* [EXERCISE MATERIAL]:
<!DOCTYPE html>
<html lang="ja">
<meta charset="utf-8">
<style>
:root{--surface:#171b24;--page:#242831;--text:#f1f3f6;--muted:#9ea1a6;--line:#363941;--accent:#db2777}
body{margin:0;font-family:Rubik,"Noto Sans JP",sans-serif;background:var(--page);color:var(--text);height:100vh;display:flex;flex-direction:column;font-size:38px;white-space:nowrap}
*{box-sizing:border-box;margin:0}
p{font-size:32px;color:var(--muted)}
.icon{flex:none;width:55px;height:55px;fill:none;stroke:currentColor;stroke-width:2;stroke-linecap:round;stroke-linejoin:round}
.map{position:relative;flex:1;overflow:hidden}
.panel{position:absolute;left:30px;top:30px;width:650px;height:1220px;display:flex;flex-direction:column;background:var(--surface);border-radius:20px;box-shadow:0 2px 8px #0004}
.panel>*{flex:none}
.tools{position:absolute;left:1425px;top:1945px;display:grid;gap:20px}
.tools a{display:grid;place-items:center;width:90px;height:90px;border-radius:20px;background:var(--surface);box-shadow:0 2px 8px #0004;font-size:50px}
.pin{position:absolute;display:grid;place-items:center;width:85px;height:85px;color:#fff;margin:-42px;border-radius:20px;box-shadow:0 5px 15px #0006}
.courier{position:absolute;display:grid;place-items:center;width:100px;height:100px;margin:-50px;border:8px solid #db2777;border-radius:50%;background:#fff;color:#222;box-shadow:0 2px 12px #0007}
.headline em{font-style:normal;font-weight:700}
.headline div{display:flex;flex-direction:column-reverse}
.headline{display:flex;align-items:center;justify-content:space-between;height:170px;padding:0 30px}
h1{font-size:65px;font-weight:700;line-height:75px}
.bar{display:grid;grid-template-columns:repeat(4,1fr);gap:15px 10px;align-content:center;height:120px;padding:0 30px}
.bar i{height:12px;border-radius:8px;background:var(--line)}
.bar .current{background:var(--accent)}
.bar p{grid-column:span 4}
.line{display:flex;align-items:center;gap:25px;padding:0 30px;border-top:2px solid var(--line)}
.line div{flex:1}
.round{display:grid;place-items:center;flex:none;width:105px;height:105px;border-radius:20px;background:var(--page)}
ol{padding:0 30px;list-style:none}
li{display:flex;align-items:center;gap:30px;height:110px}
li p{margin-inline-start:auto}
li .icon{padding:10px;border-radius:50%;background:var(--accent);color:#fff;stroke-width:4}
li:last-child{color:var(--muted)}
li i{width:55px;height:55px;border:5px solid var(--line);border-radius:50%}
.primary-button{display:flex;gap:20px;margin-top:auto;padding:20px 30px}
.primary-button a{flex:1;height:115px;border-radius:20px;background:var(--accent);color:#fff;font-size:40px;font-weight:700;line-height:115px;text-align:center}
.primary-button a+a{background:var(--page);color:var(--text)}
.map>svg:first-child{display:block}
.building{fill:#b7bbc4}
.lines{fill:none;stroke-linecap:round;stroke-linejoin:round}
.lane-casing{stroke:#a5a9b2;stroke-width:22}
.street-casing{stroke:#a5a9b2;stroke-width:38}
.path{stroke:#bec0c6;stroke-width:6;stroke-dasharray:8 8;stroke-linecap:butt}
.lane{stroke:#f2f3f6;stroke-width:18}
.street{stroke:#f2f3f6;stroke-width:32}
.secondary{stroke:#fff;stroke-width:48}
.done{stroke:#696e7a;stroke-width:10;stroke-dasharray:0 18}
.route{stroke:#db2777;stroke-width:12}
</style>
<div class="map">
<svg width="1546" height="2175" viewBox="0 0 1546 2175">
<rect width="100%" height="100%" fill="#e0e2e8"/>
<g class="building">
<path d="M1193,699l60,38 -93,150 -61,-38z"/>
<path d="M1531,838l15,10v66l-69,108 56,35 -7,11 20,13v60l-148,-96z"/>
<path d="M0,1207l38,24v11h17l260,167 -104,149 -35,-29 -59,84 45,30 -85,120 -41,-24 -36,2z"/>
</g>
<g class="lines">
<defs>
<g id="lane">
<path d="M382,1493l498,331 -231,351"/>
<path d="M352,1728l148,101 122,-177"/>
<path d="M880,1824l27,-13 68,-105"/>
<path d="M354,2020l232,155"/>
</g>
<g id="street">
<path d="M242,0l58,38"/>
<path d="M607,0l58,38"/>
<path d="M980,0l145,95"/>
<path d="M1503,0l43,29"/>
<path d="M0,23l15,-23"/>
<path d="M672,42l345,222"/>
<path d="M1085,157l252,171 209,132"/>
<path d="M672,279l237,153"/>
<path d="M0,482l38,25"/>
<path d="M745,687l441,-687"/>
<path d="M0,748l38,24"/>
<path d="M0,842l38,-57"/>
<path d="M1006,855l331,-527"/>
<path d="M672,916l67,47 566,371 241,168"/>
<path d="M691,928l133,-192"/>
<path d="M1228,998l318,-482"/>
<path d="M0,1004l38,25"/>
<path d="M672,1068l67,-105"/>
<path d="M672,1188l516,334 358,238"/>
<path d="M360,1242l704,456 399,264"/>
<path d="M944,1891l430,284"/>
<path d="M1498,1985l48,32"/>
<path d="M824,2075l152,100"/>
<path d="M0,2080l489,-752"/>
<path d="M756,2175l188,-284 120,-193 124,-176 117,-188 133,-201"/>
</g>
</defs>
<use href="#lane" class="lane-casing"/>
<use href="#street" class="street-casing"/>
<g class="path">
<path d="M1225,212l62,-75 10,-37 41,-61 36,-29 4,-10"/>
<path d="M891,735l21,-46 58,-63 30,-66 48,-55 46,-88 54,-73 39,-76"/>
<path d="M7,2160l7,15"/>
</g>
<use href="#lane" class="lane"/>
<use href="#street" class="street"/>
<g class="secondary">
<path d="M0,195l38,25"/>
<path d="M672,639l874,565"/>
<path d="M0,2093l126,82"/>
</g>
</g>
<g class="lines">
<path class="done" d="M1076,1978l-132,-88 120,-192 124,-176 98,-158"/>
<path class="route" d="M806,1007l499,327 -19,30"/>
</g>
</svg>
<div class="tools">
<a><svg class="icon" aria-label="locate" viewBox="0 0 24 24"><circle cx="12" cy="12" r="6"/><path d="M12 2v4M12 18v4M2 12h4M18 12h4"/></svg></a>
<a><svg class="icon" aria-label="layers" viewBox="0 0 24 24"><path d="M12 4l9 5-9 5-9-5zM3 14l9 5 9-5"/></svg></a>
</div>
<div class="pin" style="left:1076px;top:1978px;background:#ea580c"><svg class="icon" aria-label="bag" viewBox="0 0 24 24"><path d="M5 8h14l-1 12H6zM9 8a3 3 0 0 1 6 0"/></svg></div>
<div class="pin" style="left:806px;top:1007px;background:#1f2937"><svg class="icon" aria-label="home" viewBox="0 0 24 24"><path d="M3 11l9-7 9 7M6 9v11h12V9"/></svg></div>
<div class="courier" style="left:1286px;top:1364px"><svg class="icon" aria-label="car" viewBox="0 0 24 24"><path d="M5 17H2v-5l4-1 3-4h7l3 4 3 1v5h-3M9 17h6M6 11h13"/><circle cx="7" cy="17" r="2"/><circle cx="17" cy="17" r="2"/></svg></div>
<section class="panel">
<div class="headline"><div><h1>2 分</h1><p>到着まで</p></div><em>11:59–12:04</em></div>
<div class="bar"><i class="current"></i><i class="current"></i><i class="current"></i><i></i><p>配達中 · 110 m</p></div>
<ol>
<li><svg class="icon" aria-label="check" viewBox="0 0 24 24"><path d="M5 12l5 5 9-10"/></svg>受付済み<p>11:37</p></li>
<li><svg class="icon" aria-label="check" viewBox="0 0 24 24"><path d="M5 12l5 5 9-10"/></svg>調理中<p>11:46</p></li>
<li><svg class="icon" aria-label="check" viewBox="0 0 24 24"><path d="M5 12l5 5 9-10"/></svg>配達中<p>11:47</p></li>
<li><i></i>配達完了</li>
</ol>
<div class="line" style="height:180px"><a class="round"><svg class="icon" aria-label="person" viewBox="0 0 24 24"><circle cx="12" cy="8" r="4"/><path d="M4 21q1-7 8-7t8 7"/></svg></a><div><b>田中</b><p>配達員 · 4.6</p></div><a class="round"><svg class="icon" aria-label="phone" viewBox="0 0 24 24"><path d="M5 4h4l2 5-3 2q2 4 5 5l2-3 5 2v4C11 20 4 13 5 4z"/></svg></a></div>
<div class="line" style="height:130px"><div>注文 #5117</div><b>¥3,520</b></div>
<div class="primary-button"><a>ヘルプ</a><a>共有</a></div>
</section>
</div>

* [DESCRIPTION OF THE TASK]: If a line above holds the string "headline", return it as it stands.

* [RESULT]:
.headline em{font-style:normal;font-weight:700}
.headline div{display:flex;flex-direction:column-reverse}
.headline{display:flex;align-items:center;justify-content:space-between;height:170px;padding:0 30px}
<div class="headline"><div><h1>2 分</h1><p>到着まで</p></div><em>11:59–12:04</em></div>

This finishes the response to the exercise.